- Born: 1903
- Died: 1969 (aged 65–66)
- Occupation: Fashion designer

= Maria Antonelli (fashion designer) =

Italian fashion designer

Maria Antonelli (1903–1969) was an Italian fashion designer. A pioneer of Italian fashion design, Antonelli took part in the first Italian fashion shows.

==Early life==
Maria Antonelli was born in 1903. She was apprenticed at Battilocchi Tailoring in Rome.

==Career==
Antonelli founded her eponymous fashion house in 1930. In July 1951, together with other designers such as Vincenzo Ferdinandi, Roberto Capucci, the Atelier Carosa, Giovannelli-Sciarra, Polinober, Germana Marucelli and Jole Veneziani, she took part in the show organised by Giovanni Battista Giorgini in Florence that attempted to establish Italian fashion as a rival to France.
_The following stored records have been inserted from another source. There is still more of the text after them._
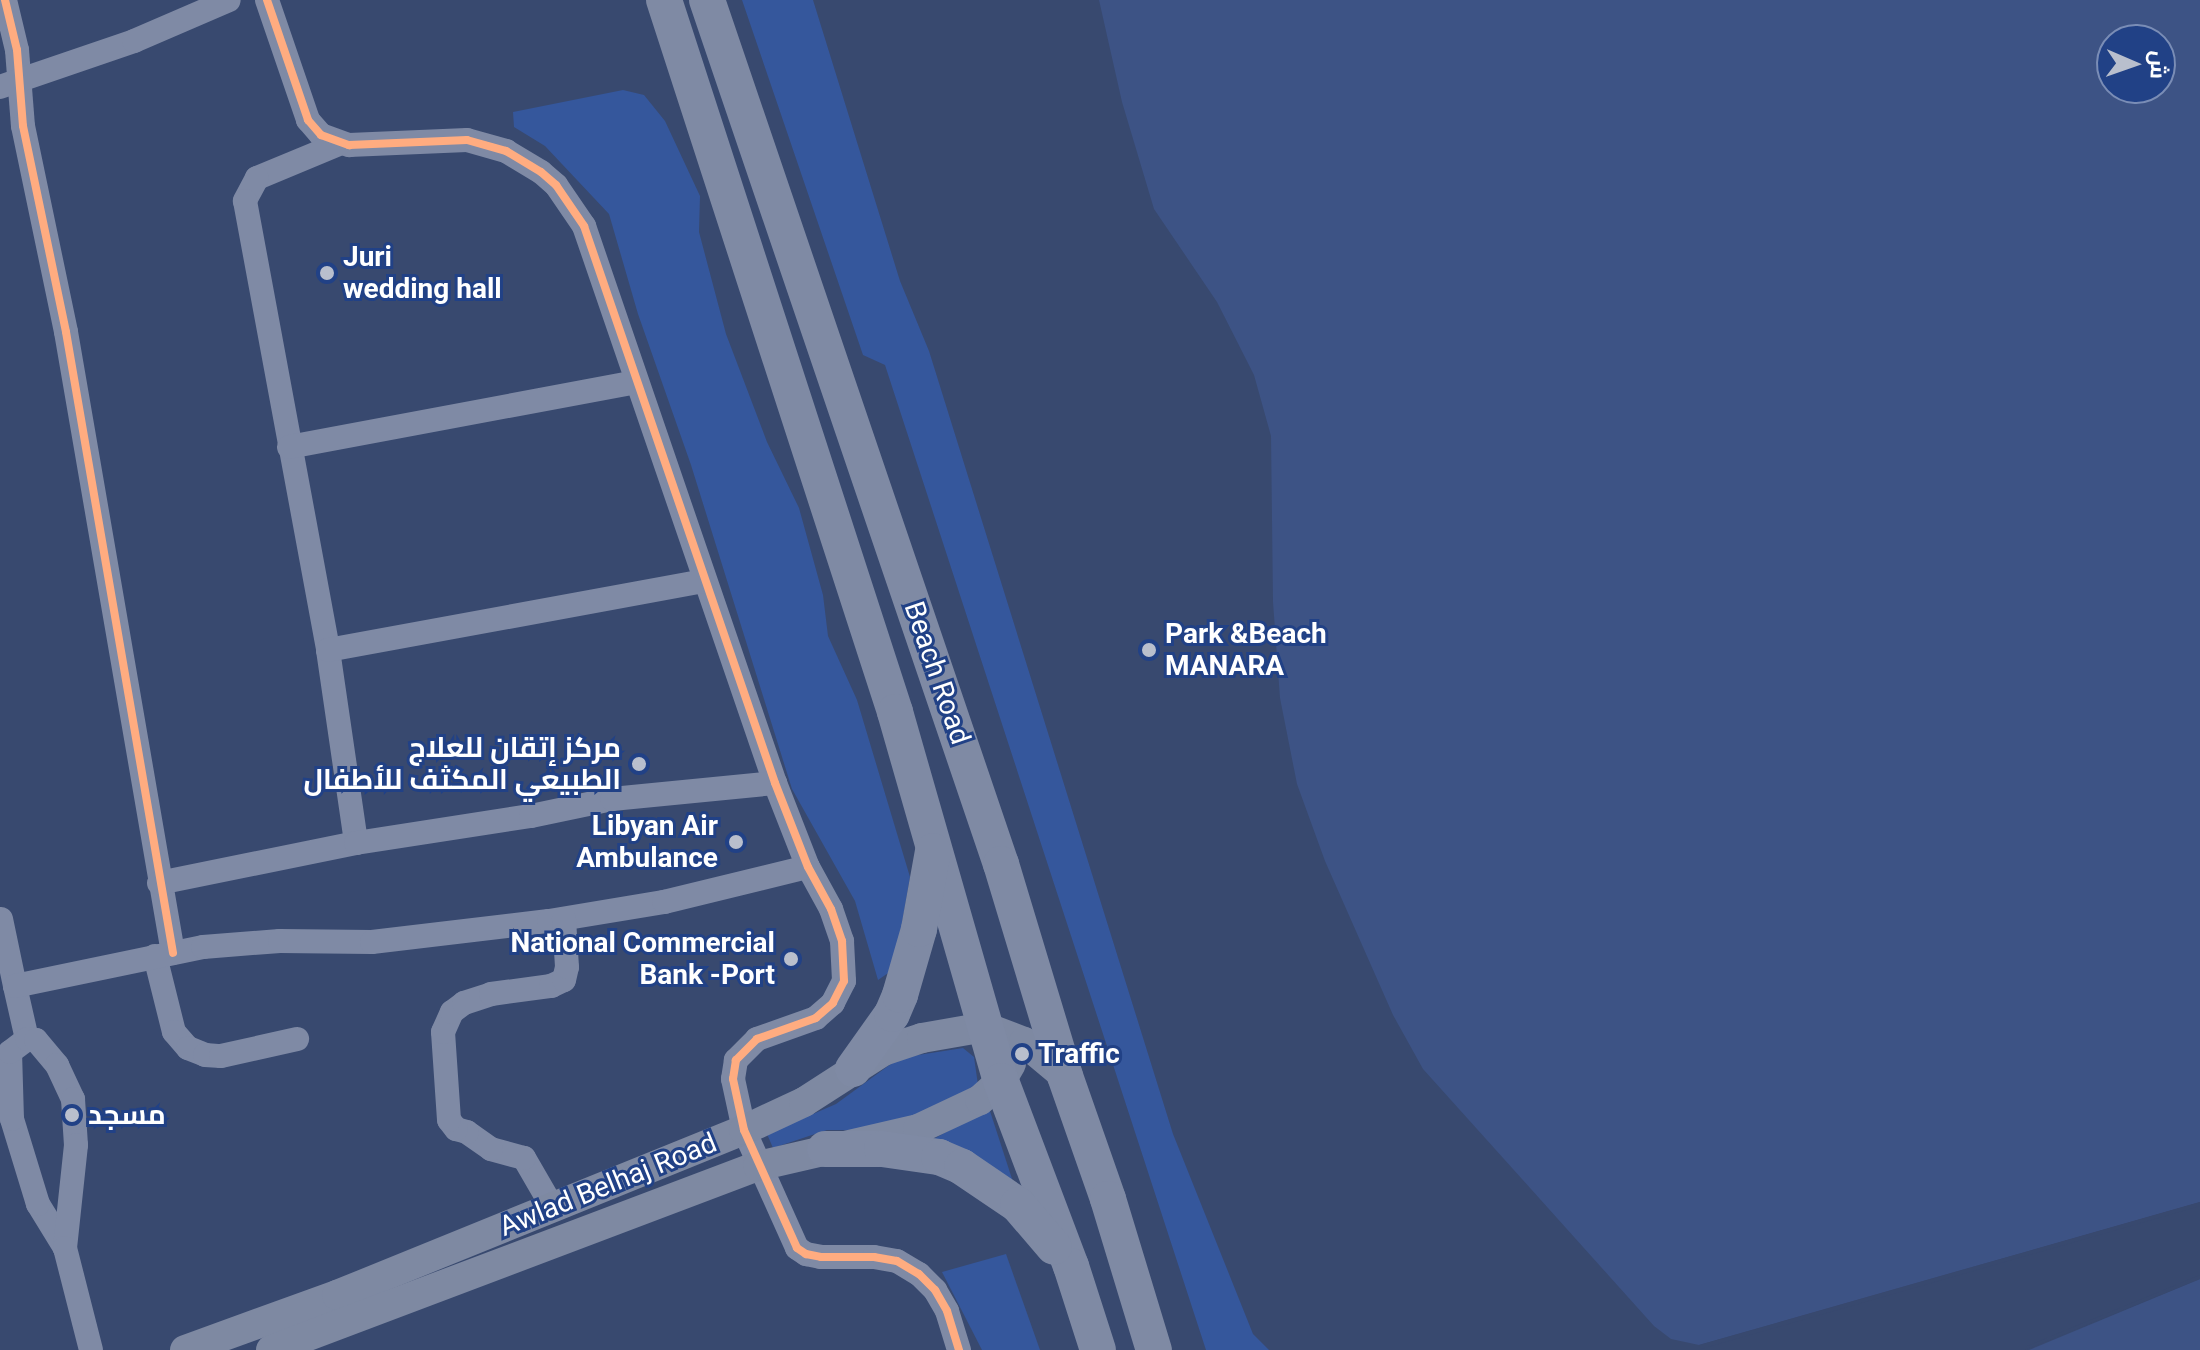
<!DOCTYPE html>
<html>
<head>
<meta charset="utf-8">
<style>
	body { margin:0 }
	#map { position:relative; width:2200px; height:1350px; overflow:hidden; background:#38496f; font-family:Roboto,Cairo,sans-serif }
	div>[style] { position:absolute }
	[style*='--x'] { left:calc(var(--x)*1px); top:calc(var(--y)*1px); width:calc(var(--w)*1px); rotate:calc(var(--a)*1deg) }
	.green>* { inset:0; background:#35579c }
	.water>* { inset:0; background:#3d5385 }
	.pier>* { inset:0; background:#38496f }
	.minor>* { height:24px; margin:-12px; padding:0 12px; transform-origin:12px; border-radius:12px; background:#7f8aa5 }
	.major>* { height:30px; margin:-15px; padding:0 15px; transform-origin:15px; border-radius:15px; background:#7e89a2 }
	.highway>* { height:36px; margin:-18px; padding:0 18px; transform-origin:18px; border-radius:18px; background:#7f8aa4 }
	.cycleway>* { height:8px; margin:-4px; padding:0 4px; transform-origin:4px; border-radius:4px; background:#ffac80 }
	.dots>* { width:22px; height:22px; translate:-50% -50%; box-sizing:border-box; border:4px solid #214186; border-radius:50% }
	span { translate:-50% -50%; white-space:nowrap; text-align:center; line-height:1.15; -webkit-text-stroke:6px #214186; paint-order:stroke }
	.poi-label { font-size:28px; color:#fff; font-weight:700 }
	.left { translate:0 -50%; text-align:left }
	.right { translate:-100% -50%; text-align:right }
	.street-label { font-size:28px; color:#fff }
	.north { position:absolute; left:2096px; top:24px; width:80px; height:80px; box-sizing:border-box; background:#214186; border:2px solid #7a8db6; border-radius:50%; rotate:92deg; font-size:22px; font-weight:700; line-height:32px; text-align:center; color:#fff }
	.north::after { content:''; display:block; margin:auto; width:28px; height:36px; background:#b9bfcd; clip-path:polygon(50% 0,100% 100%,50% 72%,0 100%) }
</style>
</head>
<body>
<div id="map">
	<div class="green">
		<i style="clip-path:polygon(742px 0,813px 0,900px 281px,929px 351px,1173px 1134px,1253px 1334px,1269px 1350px,1206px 1350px,885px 365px,863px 355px)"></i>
		<i style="clip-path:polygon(623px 90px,644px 95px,665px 121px,700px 196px,699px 232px,726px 334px,767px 442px,799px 508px,823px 595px,828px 636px,857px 700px,910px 877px,894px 969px,878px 980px,855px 901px,792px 789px,691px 465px,638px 314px,609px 214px,545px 146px,514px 127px,513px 112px)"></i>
		<i style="clip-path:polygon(963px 1048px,974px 1057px,978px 1085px,961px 1100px,874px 1130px,827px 1130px,773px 1148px,767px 1134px,836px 1104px,899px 1058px)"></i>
		<i style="clip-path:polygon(989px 1108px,1014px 1185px,930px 1141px)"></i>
		<i style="clip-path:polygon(1006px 1254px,1040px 1350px,982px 1350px,942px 1272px)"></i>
	</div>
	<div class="water">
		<i style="clip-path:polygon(evenodd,1099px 0,2200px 0,2200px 1202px,1699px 1345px,1671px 1339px,1654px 1326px,1423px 1069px,1393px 1015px,1325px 861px,1297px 784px,1280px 698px,1273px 602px,1271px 436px,1254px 375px,1217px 302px,1154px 209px,1122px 102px,1099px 0,2112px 40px,2160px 40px,2160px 88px,2112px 88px,2112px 40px)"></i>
		<i style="clip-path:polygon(2200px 1279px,2200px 1350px,2029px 1350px)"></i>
	</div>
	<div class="pier">
		<i style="clip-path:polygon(2200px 1202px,2200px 1206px,1701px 1349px,1699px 1345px)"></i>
		<i style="clip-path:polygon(2200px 1275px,2200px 1279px,2025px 1350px,2027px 1346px)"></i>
	</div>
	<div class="minor">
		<i style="--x:5;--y:0;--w:51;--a:76.5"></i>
		<i style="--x:17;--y:50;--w:76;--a:85.5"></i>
		<i style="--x:23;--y:126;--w:210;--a:78.2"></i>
		<i style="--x:66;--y:332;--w:630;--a:80.22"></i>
		<i style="--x:267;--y:0;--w:127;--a:71.1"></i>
		<i style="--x:308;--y:120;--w:20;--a:49"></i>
		<i style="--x:321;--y:135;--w:30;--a:20"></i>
		<i style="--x:349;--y:145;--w:118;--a:-2.4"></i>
		<i style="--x:467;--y:140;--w:41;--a:15.8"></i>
		<i style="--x:506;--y:151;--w:41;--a:31"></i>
		<i style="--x:541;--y:172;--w:20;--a:41"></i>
		<i style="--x:556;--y:185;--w:50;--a:55.7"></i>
		<i style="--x:584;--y:226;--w:589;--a:71.07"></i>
		<i style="--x:775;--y:783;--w:90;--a:68.6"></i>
		<i style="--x:808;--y:867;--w:48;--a:61.3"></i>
		<i style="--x:831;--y:909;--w:34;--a:71"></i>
		<i style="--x:842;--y:941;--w:40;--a:87.1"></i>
		<i style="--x:844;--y:981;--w:25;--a:117"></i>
		<i style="--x:833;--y:1003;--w:23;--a:139"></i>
		<i style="--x:816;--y:1018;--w:63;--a:160.4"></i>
		<i style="--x:757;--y:1039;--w:30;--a:135"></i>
		<i style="--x:736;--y:1060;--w:19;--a:99"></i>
		<i style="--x:733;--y:1079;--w:52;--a:77.8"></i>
		<i style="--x:744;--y:1130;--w:129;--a:65.8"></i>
		<i style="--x:797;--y:1248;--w:11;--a:34"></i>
		<i style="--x:806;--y:1254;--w:15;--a:11"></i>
		<i style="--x:821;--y:1257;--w:53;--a:0"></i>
		<i style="--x:874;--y:1257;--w:23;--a:10"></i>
		<i style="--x:897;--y:1261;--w:26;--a:31"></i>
		<i style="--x:919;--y:1274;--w:23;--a:45"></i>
		<i style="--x:935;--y:1290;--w:24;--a:60"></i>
		<i style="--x:947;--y:1311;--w:41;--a:72.9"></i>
		<i style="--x:0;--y:87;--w:142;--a:-18.9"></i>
		<i style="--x:134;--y:41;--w:103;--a:-23.3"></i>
		<i style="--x:339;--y:144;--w:89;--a:157.5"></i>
		<i style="--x:257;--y:178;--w:26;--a:118"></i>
		<i style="--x:245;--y:201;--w:457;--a:79.5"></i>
		<i style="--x:328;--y:650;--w:195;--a:81.7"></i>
		<i style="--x:289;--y:447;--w:354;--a:-10.6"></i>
		<i style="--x:328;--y:650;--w:382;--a:-10.4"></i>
		<i style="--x:159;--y:883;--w:201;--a:-11.5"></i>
		<i style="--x:356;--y:843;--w:177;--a:-8.8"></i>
		<i style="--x:531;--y:816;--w:83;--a:-11.9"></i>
		<i style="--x:612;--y:799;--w:164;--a:-5.6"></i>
		<i style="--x:1;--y:919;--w:68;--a:78.2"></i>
		<i style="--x:155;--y:956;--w:78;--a:76"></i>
		<i style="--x:174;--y:1032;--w:21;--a:49"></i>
		<i style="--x:188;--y:1048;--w:18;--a:22"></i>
		<i style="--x:205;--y:1055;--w:16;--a:4"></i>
		<i style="--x:221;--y:1056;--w:78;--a:-12.6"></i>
		<i style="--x:27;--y:1039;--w:54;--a:-102.8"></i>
		<i style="--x:15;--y:986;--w:192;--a:-11.7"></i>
		<i style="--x:203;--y:947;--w:77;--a:-4.5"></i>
		<i style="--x:280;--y:941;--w:92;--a:0.6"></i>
		<i style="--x:372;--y:942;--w:178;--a:-6.8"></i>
		<i style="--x:549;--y:921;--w:117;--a:-9.4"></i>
		<i style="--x:664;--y:902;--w:148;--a:-13.7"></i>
		<i style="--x:553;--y:1208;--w:58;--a:-120.1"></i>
		<i style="--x:524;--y:1158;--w:34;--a:-165"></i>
		<i style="--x:491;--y:1149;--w:29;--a:-145"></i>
		<i style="--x:467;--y:1132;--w:11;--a:-165"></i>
		<i style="--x:456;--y:1129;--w:11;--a:-128"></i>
		<i style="--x:449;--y:1120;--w:88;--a:-93.9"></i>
		<i style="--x:443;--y:1032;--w:22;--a:-66"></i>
		<i style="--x:452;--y:1012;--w:15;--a:-37"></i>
		<i style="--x:464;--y:1003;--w:28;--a:-18"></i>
		<i style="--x:491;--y:994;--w:61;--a:-7.6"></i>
		<i style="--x:551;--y:986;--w:14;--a:-25"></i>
		<i style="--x:564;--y:980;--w:13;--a:-77"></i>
		<i style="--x:567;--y:967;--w:48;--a:-93.6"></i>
		<i style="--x:65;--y:1248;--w:52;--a:-121.5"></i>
		<i style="--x:38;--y:1204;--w:89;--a:-107"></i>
		<i style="--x:12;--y:1119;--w:67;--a:-91.7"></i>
		<i style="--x:10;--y:1052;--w:21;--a:-37"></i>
		<i style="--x:27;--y:1039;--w:9;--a:6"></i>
		<i style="--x:36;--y:1040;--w:33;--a:50"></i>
		<i style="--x:57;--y:1065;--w:38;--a:65"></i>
		<i style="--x:73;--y:1099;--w:46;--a:86.3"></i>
		<i style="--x:76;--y:1145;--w:104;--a:96.1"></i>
		<i style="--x:65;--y:1248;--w:105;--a:75.7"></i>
	</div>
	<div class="major">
		<i style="--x:185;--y:1350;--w:162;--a:-19.9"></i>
		<i style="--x:337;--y:1295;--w:439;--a:-22.1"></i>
		<i style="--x:744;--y:1130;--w:66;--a:-25"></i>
		<i style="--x:804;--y:1102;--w:94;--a:-32.8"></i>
		<i style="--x:883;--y:1051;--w:41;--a:-18.4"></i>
		<i style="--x:922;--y:1038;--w:64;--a:-9.9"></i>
		<i style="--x:985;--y:1027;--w:42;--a:21"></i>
		<i style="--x:1024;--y:1042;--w:53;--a:39.7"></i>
		<i style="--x:271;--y:1350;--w:521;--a:-20.7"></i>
		<i style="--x:758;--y:1166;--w:164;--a:-13"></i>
		<i style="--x:918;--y:1129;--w:68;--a:-25.1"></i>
		<i style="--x:980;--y:1100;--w:28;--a:-42"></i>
		<i style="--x:1001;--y:1081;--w:20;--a:-60"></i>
	</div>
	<div class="highway">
		<i style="--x:664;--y:0;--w:749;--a:72.02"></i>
		<i style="--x:895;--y:712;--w:384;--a:74"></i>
		<i style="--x:1001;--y:1081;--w:198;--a:69.3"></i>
		<i style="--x:1071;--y:1266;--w:88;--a:72.2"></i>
		<i style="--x:707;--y:0;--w:913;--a:71.21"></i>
		<i style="--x:1001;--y:864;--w:221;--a:73.2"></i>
		<i style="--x:1065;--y:1076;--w:130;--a:70.7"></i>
		<i style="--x:1108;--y:1199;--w:158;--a:73.1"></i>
		<i style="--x:853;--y:1069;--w:67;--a:-54.7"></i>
		<i style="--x:892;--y:1014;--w:21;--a:-67"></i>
		<i style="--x:900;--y:995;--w:69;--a:-73.9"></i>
		<i style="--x:919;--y:929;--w:79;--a:-79.8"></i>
		<i style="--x:825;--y:1149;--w:57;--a:0"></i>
		<i style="--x:882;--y:1149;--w:58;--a:8"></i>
		<i style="--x:939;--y:1157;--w:25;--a:23"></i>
		<i style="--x:962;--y:1167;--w:68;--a:34.2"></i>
		<i style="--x:1018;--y:1205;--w:55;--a:49.4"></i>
	</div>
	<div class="cycleway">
		<i style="--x:5;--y:0;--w:51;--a:76.5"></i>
		<i style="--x:17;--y:50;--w:76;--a:85.5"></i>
		<i style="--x:23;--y:126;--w:210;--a:78.2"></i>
		<i style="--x:66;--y:332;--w:630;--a:80.22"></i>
		<i style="--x:267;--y:0;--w:127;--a:71.1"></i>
		<i style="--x:308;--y:120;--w:20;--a:49"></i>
		<i style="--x:321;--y:135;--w:30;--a:20"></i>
		<i style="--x:349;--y:145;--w:118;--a:-2.4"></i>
		<i style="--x:467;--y:140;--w:41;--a:15.8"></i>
		<i style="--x:506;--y:151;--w:41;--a:31"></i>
		<i style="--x:541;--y:172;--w:20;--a:41"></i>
		<i style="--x:556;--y:185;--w:50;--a:55.7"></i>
		<i style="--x:584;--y:226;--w:589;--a:71.07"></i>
		<i style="--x:775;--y:783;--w:90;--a:68.6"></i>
		<i style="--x:808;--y:867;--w:48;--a:61.3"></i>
		<i style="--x:831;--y:909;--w:34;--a:71"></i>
		<i style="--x:842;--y:941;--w:40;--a:87.1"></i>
		<i style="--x:844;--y:981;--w:25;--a:117"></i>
		<i style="--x:833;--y:1003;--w:23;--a:139"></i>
		<i style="--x:816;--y:1018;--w:63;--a:160.4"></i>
		<i style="--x:757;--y:1039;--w:30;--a:135"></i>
		<i style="--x:736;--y:1060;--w:19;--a:99"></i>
		<i style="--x:733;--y:1079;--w:52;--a:77.8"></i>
		<i style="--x:744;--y:1130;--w:129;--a:65.8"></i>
		<i style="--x:797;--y:1248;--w:11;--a:34"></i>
		<i style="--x:806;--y:1254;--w:15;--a:11"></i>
		<i style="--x:821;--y:1257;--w:53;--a:0"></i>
		<i style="--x:874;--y:1257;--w:23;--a:10"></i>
		<i style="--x:897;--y:1261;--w:26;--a:31"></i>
		<i style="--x:919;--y:1274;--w:23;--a:45"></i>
		<i style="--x:935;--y:1290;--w:24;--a:60"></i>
		<i style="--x:947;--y:1311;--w:41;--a:72.9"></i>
	</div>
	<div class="dots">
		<i style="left:327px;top:273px;background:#b9bfcd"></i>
		<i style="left:1149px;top:650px;background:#b9bfcd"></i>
		<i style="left:639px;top:764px;background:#b9bfcd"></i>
		<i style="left:736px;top:842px;background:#b9bfcd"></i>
		<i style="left:791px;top:959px;background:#b9bfcd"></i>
		<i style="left:1022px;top:1054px;background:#b9bfcd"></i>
		<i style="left:72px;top:1115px;background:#b9bfcd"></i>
	</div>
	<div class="poi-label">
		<span class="left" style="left:343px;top:273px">Juri<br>wedding hall</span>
		<span class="left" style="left:1165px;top:650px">Park &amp;Beach<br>MANARA</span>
		<span class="right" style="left:621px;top:764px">مركز إتقان للعلاج<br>الطبيعي المكثف للأطفال</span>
		<span class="right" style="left:718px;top:842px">Libyan Air<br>Ambulance</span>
		<span class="right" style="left:775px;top:959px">National Commercial<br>Bank -Port</span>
		<span class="left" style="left:1038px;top:1054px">Traffic</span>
		<span class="left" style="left:88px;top:1115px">مسجد</span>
	</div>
	<div class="street-label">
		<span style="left:937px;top:673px;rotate:71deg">Beach Road</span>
		<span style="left:608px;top:1185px;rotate:-22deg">Awlad Belhaj Road</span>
	</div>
	<div class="north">ش</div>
</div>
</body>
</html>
Her designs have been described as having "minimalist silhouettes which pre-empted the 60s trend". She dressed the actresses Clara Calamai, Anna Magnani, and Alida Valli. In 1969, she took part in the Mare Moda festival, where her models were described by Antony King-Deacon of The Times as "thrashing about with their arms and legs in a sort of frenzied apathy. On they ran, harem-scarem, wiggle, scream, and they were gone."

==Death and legacy==
Antonelli died in 1969. Her designs featured in the Victoria & Albert Museum's exhibition The Glamour of Italian Fashion 1945-2014 in 2014.